## ACTION ITEM
Transcribe all data verbatim. Skip the pictures.

Saved data entries
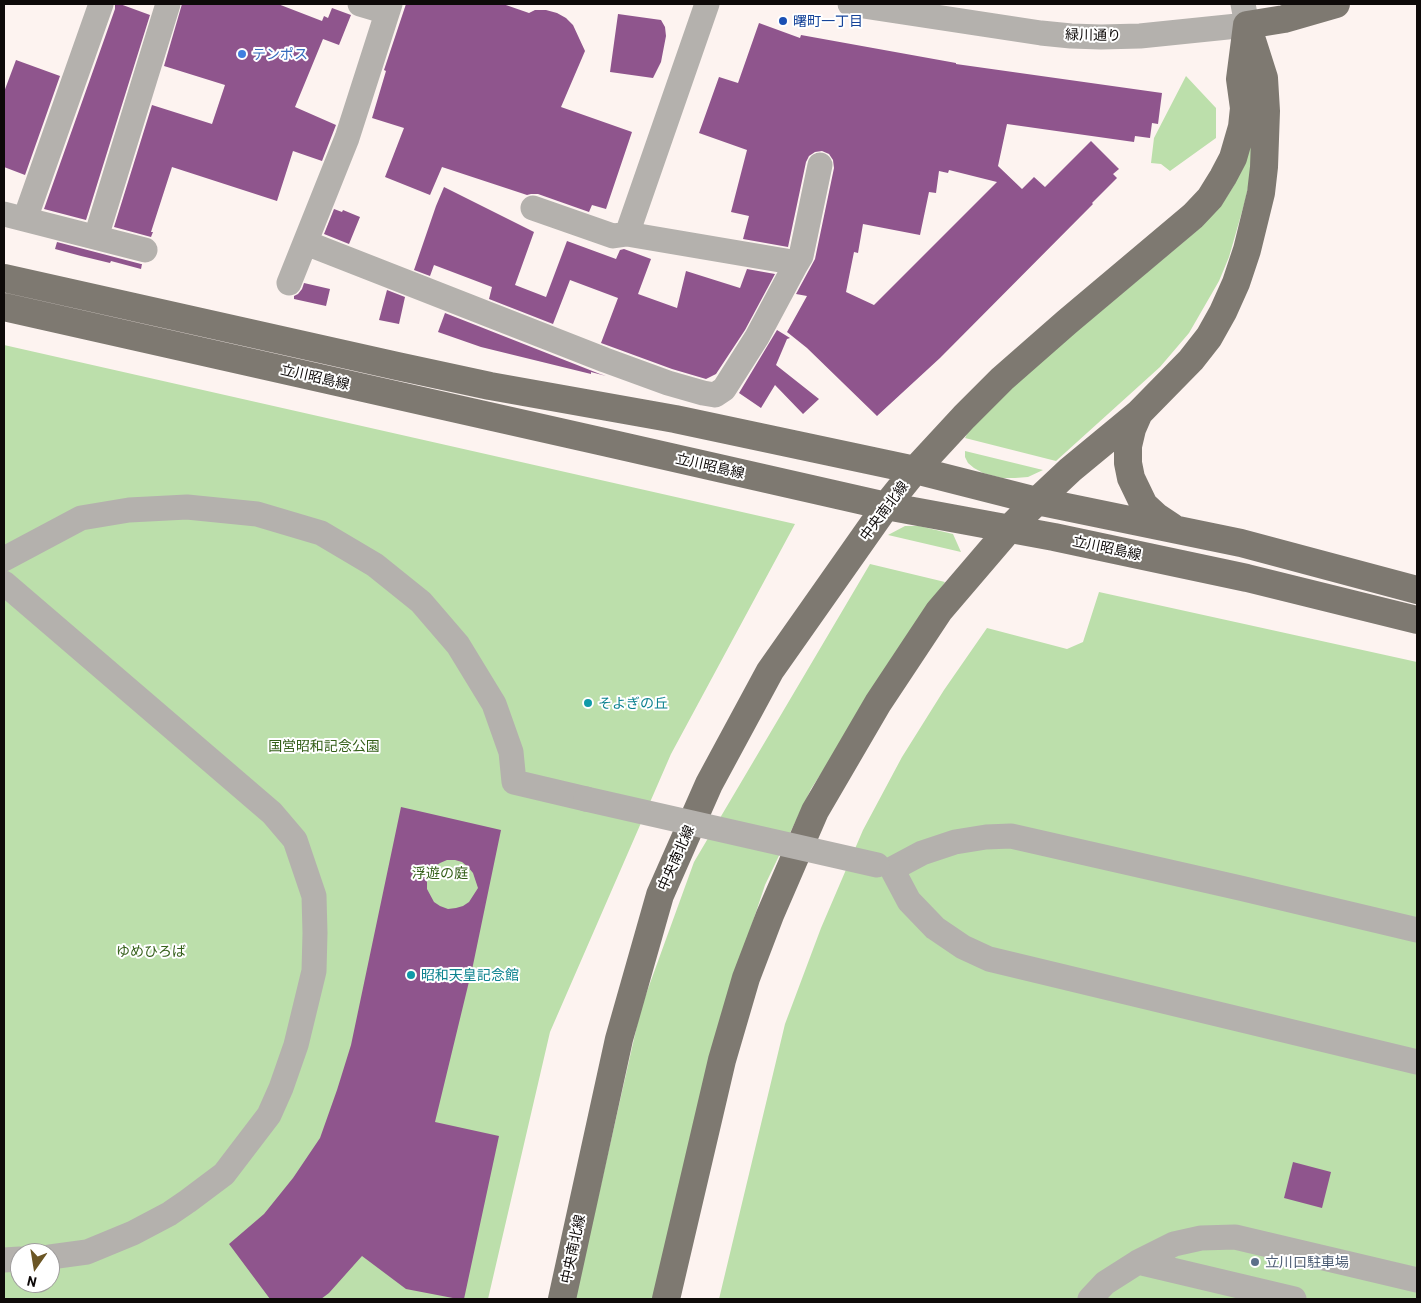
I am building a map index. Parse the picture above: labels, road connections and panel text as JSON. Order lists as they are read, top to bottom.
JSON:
{
  "streets": {
    "main road": ["緑川通り", "立川昭島線", "中央南北線"]
  },
  "crossings": [
    ["緑川通り", "中央南北線"],
    ["立川昭島線", "中央南北線"]
  ],
  "parks": ["国営昭和記念公園", "浮遊の庭", "ゆめひろば"],
  "places": [
    "曙町一丁目",
    "テンポス",
    "そよぎの丘",
    "昭和天皇記念館",
    "立川口駐車場"
  ],
  "north": "bottom"
}
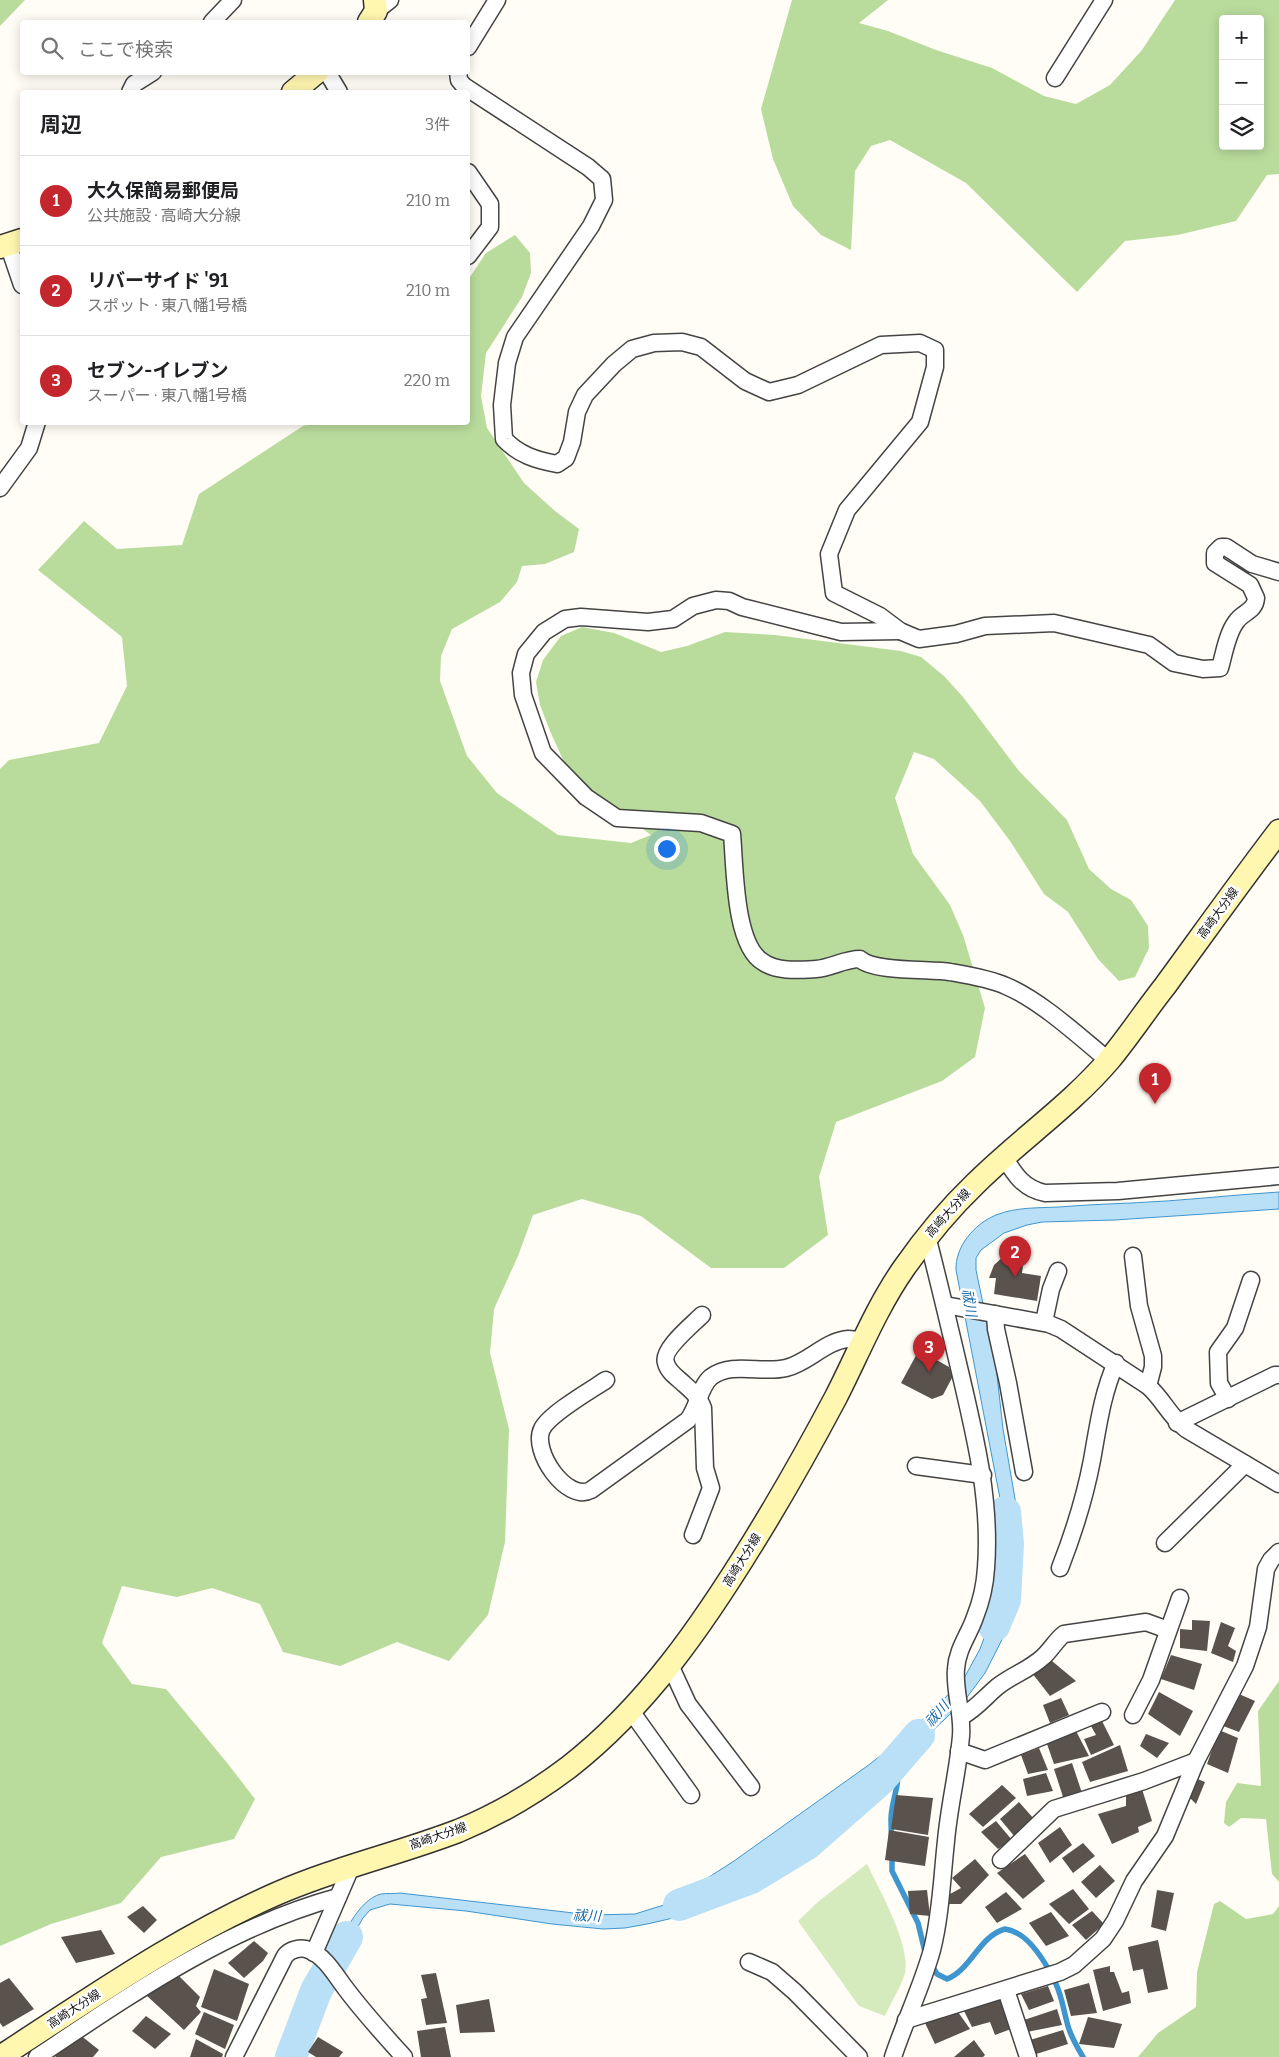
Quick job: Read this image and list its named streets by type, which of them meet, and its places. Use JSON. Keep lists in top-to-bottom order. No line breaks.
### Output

## COMPLETED EXERCISE
I am building a map index. Parse the picture above: labels, road connections and panel text as JSON. Order lists as they are read, top to bottom.
JSON:
{
  "streets": {
    "main road": ["緑川通り", "立川昭島線", "中央南北線"]
  },
  "crossings": [
    ["緑川通り", "中央南北線"],
    ["立川昭島線", "中央南北線"]
  ],
  "parks": ["国営昭和記念公園", "浮遊の庭", "ゆめひろば"],
  "places": [
    "曙町一丁目",
    "テンポス",
    "そよぎの丘",
    "昭和天皇記念館",
    "立川口駐車場"
  ],
  "north": "bottom"
}
Quick job: Read this image and list its named streets by type, which of them meet, and its places. Use JSON. Keep lists in top-to-bottom order. No line breaks.
### Output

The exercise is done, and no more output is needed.